_YOUR OBJECTIVE_. Below are some records; reproduce every one of them exactly.

_Stored items_.

#####

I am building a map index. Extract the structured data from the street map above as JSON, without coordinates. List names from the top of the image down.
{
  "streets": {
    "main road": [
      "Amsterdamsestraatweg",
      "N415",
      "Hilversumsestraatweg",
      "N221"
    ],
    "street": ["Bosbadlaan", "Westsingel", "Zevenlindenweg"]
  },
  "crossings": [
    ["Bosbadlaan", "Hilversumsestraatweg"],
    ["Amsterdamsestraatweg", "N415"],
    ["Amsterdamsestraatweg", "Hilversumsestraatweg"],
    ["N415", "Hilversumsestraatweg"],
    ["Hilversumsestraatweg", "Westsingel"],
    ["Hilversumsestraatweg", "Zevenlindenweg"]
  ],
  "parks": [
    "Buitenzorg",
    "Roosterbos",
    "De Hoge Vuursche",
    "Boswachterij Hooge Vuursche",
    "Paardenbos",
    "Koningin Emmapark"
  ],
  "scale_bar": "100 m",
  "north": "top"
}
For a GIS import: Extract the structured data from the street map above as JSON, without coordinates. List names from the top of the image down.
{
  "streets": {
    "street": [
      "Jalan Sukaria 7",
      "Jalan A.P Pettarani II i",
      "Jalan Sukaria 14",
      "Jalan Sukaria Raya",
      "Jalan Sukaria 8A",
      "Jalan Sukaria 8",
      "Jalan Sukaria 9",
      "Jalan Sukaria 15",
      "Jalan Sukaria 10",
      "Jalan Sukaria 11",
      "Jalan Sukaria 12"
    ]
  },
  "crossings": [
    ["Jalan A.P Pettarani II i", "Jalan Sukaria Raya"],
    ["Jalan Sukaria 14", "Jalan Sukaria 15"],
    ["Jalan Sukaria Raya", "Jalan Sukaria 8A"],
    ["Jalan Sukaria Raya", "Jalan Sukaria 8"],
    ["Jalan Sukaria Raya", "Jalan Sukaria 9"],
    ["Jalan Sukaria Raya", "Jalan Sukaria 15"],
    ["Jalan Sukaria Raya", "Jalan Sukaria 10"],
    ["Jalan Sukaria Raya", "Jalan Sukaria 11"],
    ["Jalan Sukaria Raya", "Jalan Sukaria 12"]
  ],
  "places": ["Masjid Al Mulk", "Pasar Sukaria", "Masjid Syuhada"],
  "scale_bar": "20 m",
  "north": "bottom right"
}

#####

_WRITTEN RESPONSE_.
I am building a map index. Extract the structured data from the street map above as JSON, without coordinates. List names from the top of the image down.
{
  "streets": {
    "main road": [
      "Amsterdamsestraatweg",
      "N415",
      "Hilversumsestraatweg",
      "N221"
    ],
    "street": ["Bosbadlaan", "Westsingel", "Zevenlindenweg"]
  },
  "crossings": [
    ["Bosbadlaan", "Hilversumsestraatweg"],
    ["Amsterdamsestraatweg", "N415"],
    ["Amsterdamsestraatweg", "Hilversumsestraatweg"],
    ["N415", "Hilversumsestraatweg"],
    ["Hilversumsestraatweg", "Westsingel"],
    ["Hilversumsestraatweg", "Zevenlindenweg"]
  ],
  "parks": [
    "Buitenzorg",
    "Roosterbos",
    "De Hoge Vuursche",
    "Boswachterij Hooge Vuursche",
    "Paardenbos",
    "Koningin Emmapark"
  ],
  "scale_bar": "100 m",
  "north": "top"
}
For a GIS import: Extract the structured data from the street map above as JSON, without coordinates. List names from the top of the image down.
{
  "streets": {
    "street": [
      "Jalan Sukaria 7",
      "Jalan A.P Pettarani II i",
      "Jalan Sukaria 14",
      "Jalan Sukaria Raya",
      "Jalan Sukaria 8A",
      "Jalan Sukaria 8",
      "Jalan Sukaria 9",
      "Jalan Sukaria 15",
      "Jalan Sukaria 10",
      "Jalan Sukaria 11",
      "Jalan Sukaria 12"
    ]
  },
  "crossings": [
    ["Jalan A.P Pettarani II i", "Jalan Sukaria Raya"],
    ["Jalan Sukaria 14", "Jalan Sukaria 15"],
    ["Jalan Sukaria Raya", "Jalan Sukaria 8A"],
    ["Jalan Sukaria Raya", "Jalan Sukaria 8"],
    ["Jalan Sukaria Raya", "Jalan Sukaria 9"],
    ["Jalan Sukaria Raya", "Jalan Sukaria 15"],
    ["Jalan Sukaria Raya", "Jalan Sukaria 10"],
    ["Jalan Sukaria Raya", "Jalan Sukaria 11"],
    ["Jalan Sukaria Raya", "Jalan Sukaria 12"]
  ],
  "places": ["Masjid Al Mulk", "Pasar Sukaria", "Masjid Syuhada"],
  "scale_bar": "20 m",
  "north": "bottom right"
}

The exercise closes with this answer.